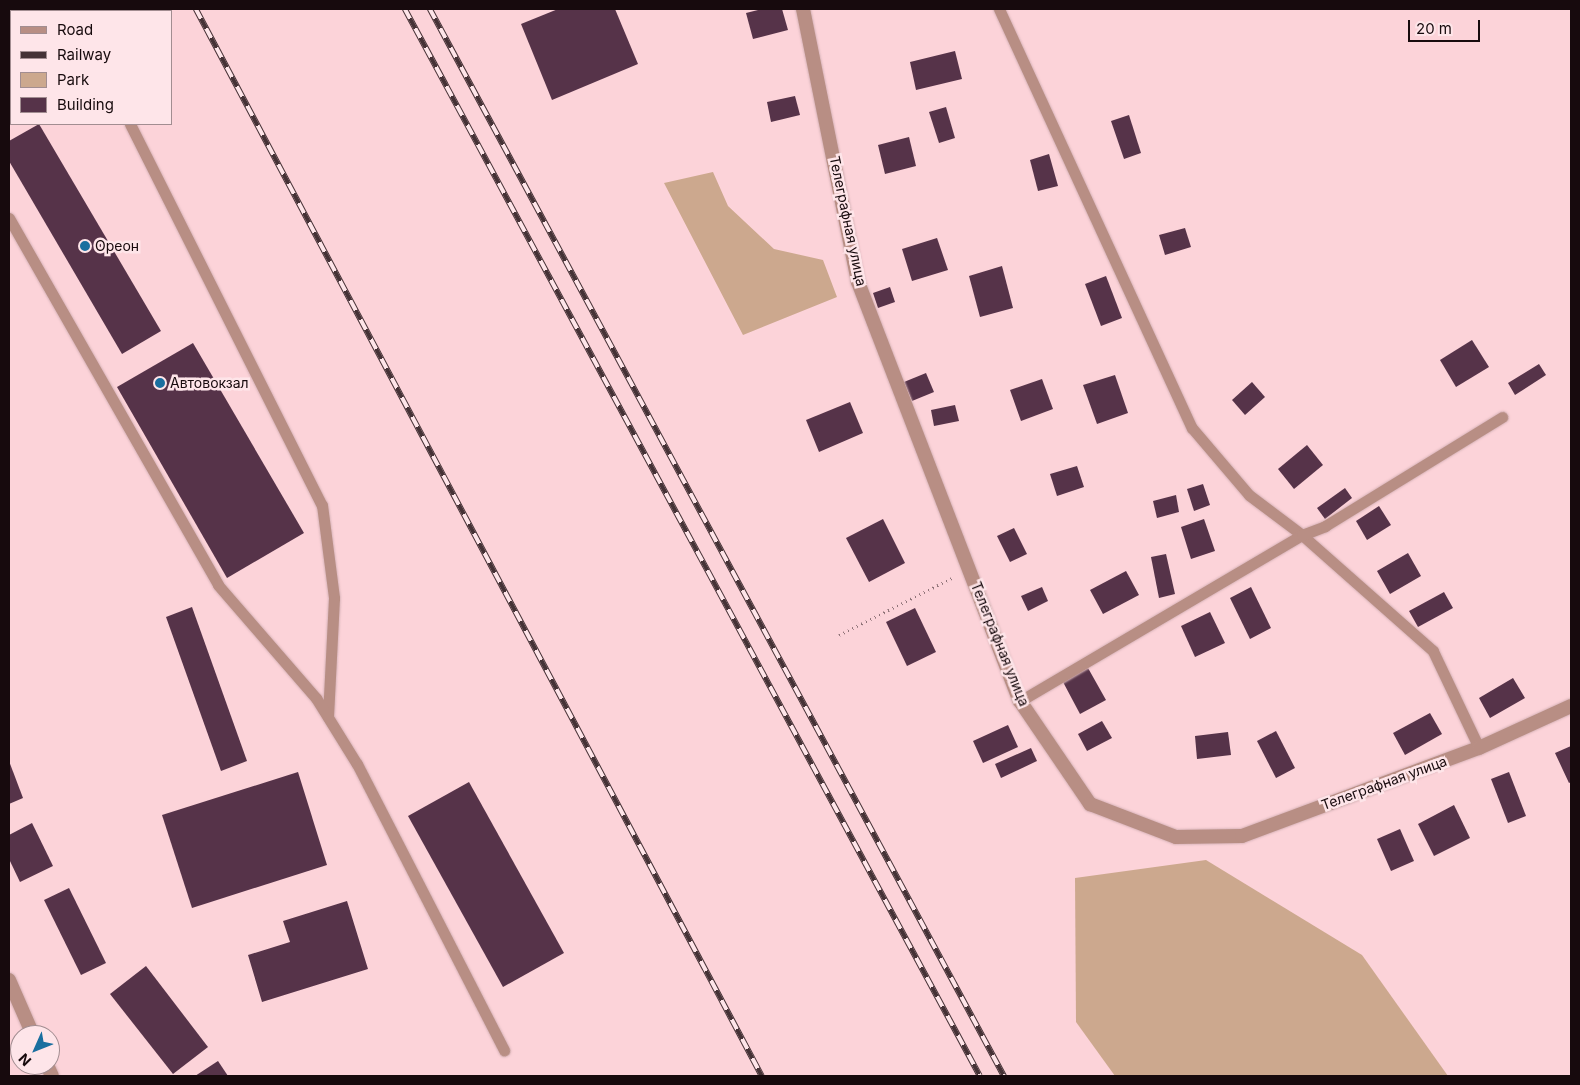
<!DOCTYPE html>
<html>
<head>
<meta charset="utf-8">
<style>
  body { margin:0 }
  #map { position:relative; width:1580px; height:1085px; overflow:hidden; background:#fcd3d9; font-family:Inter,sans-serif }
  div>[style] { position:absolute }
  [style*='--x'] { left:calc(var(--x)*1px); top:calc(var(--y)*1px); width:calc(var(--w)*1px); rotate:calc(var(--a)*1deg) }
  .green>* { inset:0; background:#cca88e }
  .building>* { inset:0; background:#563349 }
  .path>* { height:3px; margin-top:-1.5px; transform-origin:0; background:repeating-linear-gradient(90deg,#907479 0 1px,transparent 0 5px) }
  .roads { filter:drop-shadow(0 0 1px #d7b3b8) drop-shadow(0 0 1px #d7b3b8) }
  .service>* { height:11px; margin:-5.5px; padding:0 5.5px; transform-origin:5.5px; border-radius:5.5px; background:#b88e84 }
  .minor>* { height:14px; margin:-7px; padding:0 7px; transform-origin:7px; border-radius:7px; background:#b88e84 }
  .rail>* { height:5.5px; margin-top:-2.75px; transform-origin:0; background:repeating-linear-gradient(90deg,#fee5e9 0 11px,#453236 0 22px); box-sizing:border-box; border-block:1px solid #453236 }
  .dots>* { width:14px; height:14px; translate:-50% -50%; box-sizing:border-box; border:2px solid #fee5e9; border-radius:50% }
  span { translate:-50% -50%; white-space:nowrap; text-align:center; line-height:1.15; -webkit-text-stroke:5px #fee5e9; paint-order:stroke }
  .street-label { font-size:14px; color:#170a0d }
  .poi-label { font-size:14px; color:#170a0d }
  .left { translate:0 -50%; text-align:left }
  .frame { position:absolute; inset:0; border:10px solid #170a0d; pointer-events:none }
  .legend { position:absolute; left:10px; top:10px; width:162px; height:115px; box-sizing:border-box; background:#fee5e9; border:1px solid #a28d91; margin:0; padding:6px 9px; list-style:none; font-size:15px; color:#170a0d }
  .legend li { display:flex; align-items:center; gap:10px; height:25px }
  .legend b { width:25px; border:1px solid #a28d91 }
  .north { position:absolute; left:10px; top:1025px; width:50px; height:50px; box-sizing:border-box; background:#fee5e9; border:1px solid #a28d91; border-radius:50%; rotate:226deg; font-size:14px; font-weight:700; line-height:20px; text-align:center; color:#170a0d }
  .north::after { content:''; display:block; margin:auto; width:18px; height:22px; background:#1a6f9f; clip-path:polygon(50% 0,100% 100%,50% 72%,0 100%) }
  .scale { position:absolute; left:1408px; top:20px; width:72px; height:22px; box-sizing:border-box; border:2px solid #170a0d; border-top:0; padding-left:6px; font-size:15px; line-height:18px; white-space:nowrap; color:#170a0d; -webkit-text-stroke:4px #fee5e9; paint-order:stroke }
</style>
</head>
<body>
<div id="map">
  <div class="green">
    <i style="clip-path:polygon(713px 172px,728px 206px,774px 249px,823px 260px,837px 297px,743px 335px,664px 183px)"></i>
    <i style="clip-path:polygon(1206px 860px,1362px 955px,1448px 1076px,1115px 1076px,1076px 1022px,1075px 878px)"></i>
  </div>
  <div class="building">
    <i style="clip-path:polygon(9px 9px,50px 9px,51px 10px,11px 11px,9px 33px)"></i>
    <i style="clip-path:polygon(558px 9px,615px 9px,638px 64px,552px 100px,521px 24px)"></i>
    <i style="clip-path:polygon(762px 9px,782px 9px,788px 30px,753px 39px,746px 13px)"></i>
    <i style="clip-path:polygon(955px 51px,962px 79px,916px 90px,910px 62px)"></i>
    <i style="clip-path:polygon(795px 96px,800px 115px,771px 122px,767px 102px)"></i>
    <i style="clip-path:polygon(946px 107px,955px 138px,939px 143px,929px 112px)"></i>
    <i style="clip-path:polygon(1129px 115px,1141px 153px,1124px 159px,1111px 121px)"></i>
    <i style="clip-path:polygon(39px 124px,161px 331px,122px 354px,9px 161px,9px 141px)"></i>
    <i style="clip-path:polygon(909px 137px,916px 166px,885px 174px,878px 145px)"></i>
    <i style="clip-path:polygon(1049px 154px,1058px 186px,1038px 191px,1030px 160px)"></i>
    <i style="clip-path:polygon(1185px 228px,1191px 247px,1165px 255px,1159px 235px)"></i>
    <i style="clip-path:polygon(937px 238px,948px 270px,912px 281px,902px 249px)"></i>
    <i style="clip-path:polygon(1002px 266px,1013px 308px,980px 317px,969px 276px)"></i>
    <i style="clip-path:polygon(1106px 276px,1122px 318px,1101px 326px,1085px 284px)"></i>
    <i style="clip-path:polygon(890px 287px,895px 302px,878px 308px,873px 293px)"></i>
    <i style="clip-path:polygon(1472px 340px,1489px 367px,1456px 387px,1440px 360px)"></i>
    <i style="clip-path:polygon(193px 343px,304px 533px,227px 578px,117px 387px)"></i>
    <i style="clip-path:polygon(1539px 364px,1546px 375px,1515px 395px,1508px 383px)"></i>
    <i style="clip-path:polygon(926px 373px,934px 392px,912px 401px,904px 382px)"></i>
    <i style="clip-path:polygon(1115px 375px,1128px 413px,1097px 424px,1083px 385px)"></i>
    <i style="clip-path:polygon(1042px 379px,1053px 409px,1021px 421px,1010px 390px)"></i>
    <i style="clip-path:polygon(1252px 382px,1265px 397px,1245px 415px,1232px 400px)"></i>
    <i style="clip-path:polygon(850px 402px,863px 433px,819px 452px,806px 420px)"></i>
    <i style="clip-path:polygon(955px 405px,959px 421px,934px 426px,931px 410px)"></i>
    <i style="clip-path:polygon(1307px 445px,1323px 465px,1294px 489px,1278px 469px)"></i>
    <i style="clip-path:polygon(1077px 466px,1084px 487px,1057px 496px,1050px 474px)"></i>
    <i style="clip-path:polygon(1203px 484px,1210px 505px,1194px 511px,1187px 489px)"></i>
    <i style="clip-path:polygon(1345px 488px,1352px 498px,1325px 519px,1317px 508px)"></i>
    <i style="clip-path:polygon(1176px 495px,1179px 512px,1157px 518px,1153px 501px)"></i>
    <i style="clip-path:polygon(1379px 506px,1391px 525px,1367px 540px,1356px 521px)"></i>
    <i style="clip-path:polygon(883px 519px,905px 563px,869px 582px,846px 538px)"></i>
    <i style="clip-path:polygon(1204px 519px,1215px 551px,1191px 559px,1181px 527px)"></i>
    <i style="clip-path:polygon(1014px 528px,1027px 554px,1010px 562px,997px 536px)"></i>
    <i style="clip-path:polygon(1408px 553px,1421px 576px,1390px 594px,1377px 571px)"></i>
    <i style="clip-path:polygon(1166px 554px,1175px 594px,1159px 598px,1151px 557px)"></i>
    <i style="clip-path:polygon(1126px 571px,1139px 595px,1103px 614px,1090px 590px)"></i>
    <i style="clip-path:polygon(1042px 587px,1048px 601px,1028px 611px,1021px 596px)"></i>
    <i style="clip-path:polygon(1251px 587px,1271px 628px,1250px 639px,1230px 598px)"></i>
    <i style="clip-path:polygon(1444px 592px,1453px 608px,1418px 627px,1409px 611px)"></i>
    <i style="clip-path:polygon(192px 607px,247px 761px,221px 771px,166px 617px)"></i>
    <i style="clip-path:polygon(915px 608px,936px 652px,907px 666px,886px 622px)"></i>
    <i style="clip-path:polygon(1210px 612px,1225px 643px,1195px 657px,1181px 626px)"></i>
    <i style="clip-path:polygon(1088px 668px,1106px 700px,1080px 714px,1063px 682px)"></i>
    <i style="clip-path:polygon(1513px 678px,1525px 698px,1490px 718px,1479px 698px)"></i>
    <i style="clip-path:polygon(1430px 713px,1442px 734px,1405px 755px,1393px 733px)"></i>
    <i style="clip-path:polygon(1102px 721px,1112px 738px,1087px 751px,1078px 734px)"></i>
    <i style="clip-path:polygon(1008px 725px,1018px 747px,983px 763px,973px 741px)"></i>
    <i style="clip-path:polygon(1276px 731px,1295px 768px,1276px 778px,1257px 741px)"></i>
    <i style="clip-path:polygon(1228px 732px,1231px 755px,1197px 759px,1195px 736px)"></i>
    <i style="clip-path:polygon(1571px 746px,1571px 782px,1569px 783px,1555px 753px)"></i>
    <i style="clip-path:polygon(1031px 748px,1037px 761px,1001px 778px,995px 764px)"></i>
    <i style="clip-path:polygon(9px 761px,23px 798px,9px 804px)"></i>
    <i style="clip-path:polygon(298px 772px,327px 865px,192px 908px,162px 815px)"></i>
    <i style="clip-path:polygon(1509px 772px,1526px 816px,1508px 823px,1491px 779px)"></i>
    <i style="clip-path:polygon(469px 782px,564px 953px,503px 987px,408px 816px)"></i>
    <i style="clip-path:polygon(1454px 805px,1470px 838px,1434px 856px,1418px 824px)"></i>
    <i style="clip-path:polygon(32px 823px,53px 866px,20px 882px,9px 859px,9px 835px)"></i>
    <i style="clip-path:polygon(1400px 829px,1414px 861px,1391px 871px,1377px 839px)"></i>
    <i style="clip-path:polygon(69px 888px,106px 963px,81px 975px,44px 900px)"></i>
    <i style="clip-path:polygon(347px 901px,368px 969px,262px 1002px,248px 955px,290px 942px,283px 921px)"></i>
    <i style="clip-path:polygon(146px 966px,208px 1047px,173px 1074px,110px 994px)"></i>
    <i style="clip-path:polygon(218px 1061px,228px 1076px,195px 1076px)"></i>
  </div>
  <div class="path">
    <i style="--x:839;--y:635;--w:127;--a:-26.8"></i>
  </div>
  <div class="roads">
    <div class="service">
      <i style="--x:71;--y:9;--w:3;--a:45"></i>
      <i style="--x:999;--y:9;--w:461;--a:65.3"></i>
      <i style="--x:1192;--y:428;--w:88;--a:49.6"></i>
      <i style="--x:1249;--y:495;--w:66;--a:37"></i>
      <i style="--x:1302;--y:535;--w:175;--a:41.5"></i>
      <i style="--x:1433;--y:651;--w:107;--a:64.6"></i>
      <i style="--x:130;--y:124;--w:427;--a:63.3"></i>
      <i style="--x:322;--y:505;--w:94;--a:82.6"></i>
      <i style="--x:334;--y:598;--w:119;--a:92.9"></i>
      <i style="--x:9;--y:218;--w:422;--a:60.3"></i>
      <i style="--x:218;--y:585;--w:150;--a:49.1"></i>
      <i style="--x:316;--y:698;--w:78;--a:58.2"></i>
      <i style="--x:357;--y:764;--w:322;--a:62.8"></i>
      <i style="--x:1020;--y:701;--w:327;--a:-30.5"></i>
      <i style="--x:1302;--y:535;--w:25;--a:-21"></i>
      <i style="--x:1325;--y:526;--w:208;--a:-31.6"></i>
    </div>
    <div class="minor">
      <i style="--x:803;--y:9;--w:278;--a:78.6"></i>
      <i style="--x:858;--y:282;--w:449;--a:68.9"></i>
      <i style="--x:1020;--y:701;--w:125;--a:55.8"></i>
      <i style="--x:1090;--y:804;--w:92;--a:21"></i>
      <i style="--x:1176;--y:837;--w:66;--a:-0.9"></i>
      <i style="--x:1242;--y:836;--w:253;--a:-20.4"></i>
      <i style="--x:1479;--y:748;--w:101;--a:-24.5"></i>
      <i style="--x:9;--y:980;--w:60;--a:66.4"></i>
      <i style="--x:47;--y:1065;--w:12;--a:66"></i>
    </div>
  </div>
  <div class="rail">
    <i style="--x:196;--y:9;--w:1208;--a:62.06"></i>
    <i style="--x:405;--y:9;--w:1212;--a:61.68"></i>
    <i style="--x:430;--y:9;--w:1212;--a:61.72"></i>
  </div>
  <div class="dots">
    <i style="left:85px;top:246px;background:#1a6f9f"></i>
    <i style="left:160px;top:383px;background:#1a6f9f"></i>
  </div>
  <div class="street-label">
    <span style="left:848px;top:221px;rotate:78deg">Телеграфная улица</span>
    <span style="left:1000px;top:644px;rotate:68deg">Телеграфная улица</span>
    <span style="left:1384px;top:783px;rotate:-20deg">Телеграфная улица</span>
  </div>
  <div class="poi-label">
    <span class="left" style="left:95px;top:246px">Ореон</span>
    <span class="left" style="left:170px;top:383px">Автовокзал</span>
  </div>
  <div class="frame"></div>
  <ul class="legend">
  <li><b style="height:6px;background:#b88e84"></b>Road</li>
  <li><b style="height:6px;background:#453236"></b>Railway</li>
  <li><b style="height:14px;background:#cca88e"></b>Park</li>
  <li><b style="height:14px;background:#563349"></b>Building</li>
  </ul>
  <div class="north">N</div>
  <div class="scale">20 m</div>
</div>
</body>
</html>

■ ■ ■ ■ ■

**EXERCISE**
Please output exactly the lines between the one holding "height:11px; margin:-5.5px; padding:0" and the one holding "width:14px; height:14px; translate:-50%" in the records above, inclusive, and nothing more.

**EXERCISE ANSWER**
  .service>* { height:11px; margin:-5.5px; padding:0 5.5px; transform-origin:5.5px; border-radius:5.5px; background:#b88e84 }
  .minor>* { height:14px; margin:-7px; padding:0 7px; transform-origin:7px; border-radius:7px; background:#b88e84 }
  .rail>* { height:5.5px; margin-top:-2.75px; transform-origin:0; background:repeating-linear-gradient(90deg,#fee5e9 0 11px,#453236 0 22px); box-sizing:border-box; border-block:1px solid #453236 }
  .dots>* { width:14px; height:14px; translate:-50% -50%; box-sizing:border-box; border:2px solid #fee5e9; border-radius:50% }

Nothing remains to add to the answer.